How is the plot of Chapter Two related to the rest of The Amazing Adventures of Kavalier and Clay?

Have you read the book in full?  It is often difficult to see how a certain scene or plotline fits into the overarching plot of a book until you have read a bit further, and The Amazing Adventures of Kavalier and Clay is no exception.  The first few chapters of any book are intended to be setup for the action that unfolds later on.  So keep this in mind as you read, if you find any confusing elements – perhaps they will be recalled and explained later in the story.

In Chapter 1, we are introduced to our first main character – the Clay of the title, Samuel Klayman, a second-general Czech Jew living in Brooklyn.  A few pages in Sammy meets Joe, his cousin from Prague – Josef Kavalier, our second eponymous character.  We know by Chapter 2 that the story begins in 1939, at the very outset of World War II, a time of intense unrest in Europe and a period of increasing danger if you’re a Jew in Hitler’s domain.  We know that Joe has managed to escape the danger – he has made his way to America, to share Sam’s bed, though the rest of his family has remained in Prague.  In Chapter 2 we get the beginnings of an explanation as to how and why Joe made it out of the country.  We learn that “it was only through the persistence of an American aunt [Sam’s mother] and the geographical fluke of his birth in the Soviet Union that Josef has been able to obtain a U.S. entry visa.”  But the entry visa was not the problem – his exit visa had been deemed incomplete, and so, rather than return to his family and face the shame of his predicament (his family has spent all the money they had, and then some, to free him from the country), he has gone to his old teacher, the escape artist Bernard Kornblum, to help smuggle him out of the country.


In this chapter we are being set up for the miracle of Joe’s escape from Prague, as well introduced to the symbol of the Golem that will crop up several times over the course of the story.  Later we will learn that the Golem’s fate and Joe’s own are intertwined, and Kornblum, at least at first, is the proprietor of both.  Kornblum has played a very important role in Joe’s life already, and with his introduction in Chapter 2 we will soon get a further explanation as to what this role truly means for Joe’s past and for his future. 

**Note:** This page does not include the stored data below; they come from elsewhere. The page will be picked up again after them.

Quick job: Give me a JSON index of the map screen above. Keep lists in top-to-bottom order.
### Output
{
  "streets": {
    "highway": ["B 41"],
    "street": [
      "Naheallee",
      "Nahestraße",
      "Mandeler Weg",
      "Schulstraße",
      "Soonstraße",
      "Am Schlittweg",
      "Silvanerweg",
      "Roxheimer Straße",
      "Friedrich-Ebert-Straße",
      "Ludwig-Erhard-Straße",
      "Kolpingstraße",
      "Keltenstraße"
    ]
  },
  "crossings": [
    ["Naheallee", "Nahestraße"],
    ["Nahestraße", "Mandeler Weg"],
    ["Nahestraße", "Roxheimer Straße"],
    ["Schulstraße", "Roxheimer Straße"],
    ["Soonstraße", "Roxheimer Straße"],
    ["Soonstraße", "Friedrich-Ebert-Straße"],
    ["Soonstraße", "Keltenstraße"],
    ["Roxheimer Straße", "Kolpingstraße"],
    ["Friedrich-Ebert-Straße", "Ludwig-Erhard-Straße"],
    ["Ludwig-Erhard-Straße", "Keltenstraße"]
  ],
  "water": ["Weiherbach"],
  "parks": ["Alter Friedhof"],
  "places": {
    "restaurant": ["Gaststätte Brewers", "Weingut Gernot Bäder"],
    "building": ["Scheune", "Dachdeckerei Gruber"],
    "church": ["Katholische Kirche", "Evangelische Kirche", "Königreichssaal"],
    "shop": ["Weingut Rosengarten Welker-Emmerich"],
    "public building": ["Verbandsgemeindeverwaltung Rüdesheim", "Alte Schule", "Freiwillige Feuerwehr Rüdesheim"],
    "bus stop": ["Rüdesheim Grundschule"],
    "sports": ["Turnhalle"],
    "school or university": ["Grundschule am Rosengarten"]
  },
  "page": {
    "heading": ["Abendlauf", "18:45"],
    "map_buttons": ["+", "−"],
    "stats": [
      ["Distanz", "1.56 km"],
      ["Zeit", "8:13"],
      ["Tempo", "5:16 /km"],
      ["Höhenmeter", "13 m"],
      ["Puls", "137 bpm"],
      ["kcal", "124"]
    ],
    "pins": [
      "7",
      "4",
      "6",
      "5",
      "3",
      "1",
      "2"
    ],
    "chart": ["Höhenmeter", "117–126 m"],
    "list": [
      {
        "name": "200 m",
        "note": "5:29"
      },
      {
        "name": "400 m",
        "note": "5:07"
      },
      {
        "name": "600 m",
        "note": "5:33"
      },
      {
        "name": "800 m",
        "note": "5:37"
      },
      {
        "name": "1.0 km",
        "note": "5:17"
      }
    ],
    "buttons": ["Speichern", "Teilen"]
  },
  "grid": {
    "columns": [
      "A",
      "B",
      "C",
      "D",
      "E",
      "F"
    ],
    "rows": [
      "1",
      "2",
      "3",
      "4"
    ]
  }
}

Kornblum is an escape artist, remember, and on the very first page of the novel Sam mentions The Escapist – the fruit of his imagination, yes, but grounded in reality.  There are several mentions of Harry Houdini already in the book, and in the first chapter Chabon reveals that Sammy “dreamed the usual Brooklyn dreams of flight and transformation and escape.”  Likewise, at the beginning of Chapter 2, we learn that “It was a caterpillar scheme…that had ultimately carried Josef Kavalier across Asia…to his cousin’s narrow bed.”  So in the first two chapters we are getting introduced to the most consistent and important theme of the novel – escapism and metamorphosis.


Keep reading!  It will all come together – this is an deftly ingenious, beautifully written book, and the plot is tightly woven.  The more you read the clearer everything will become.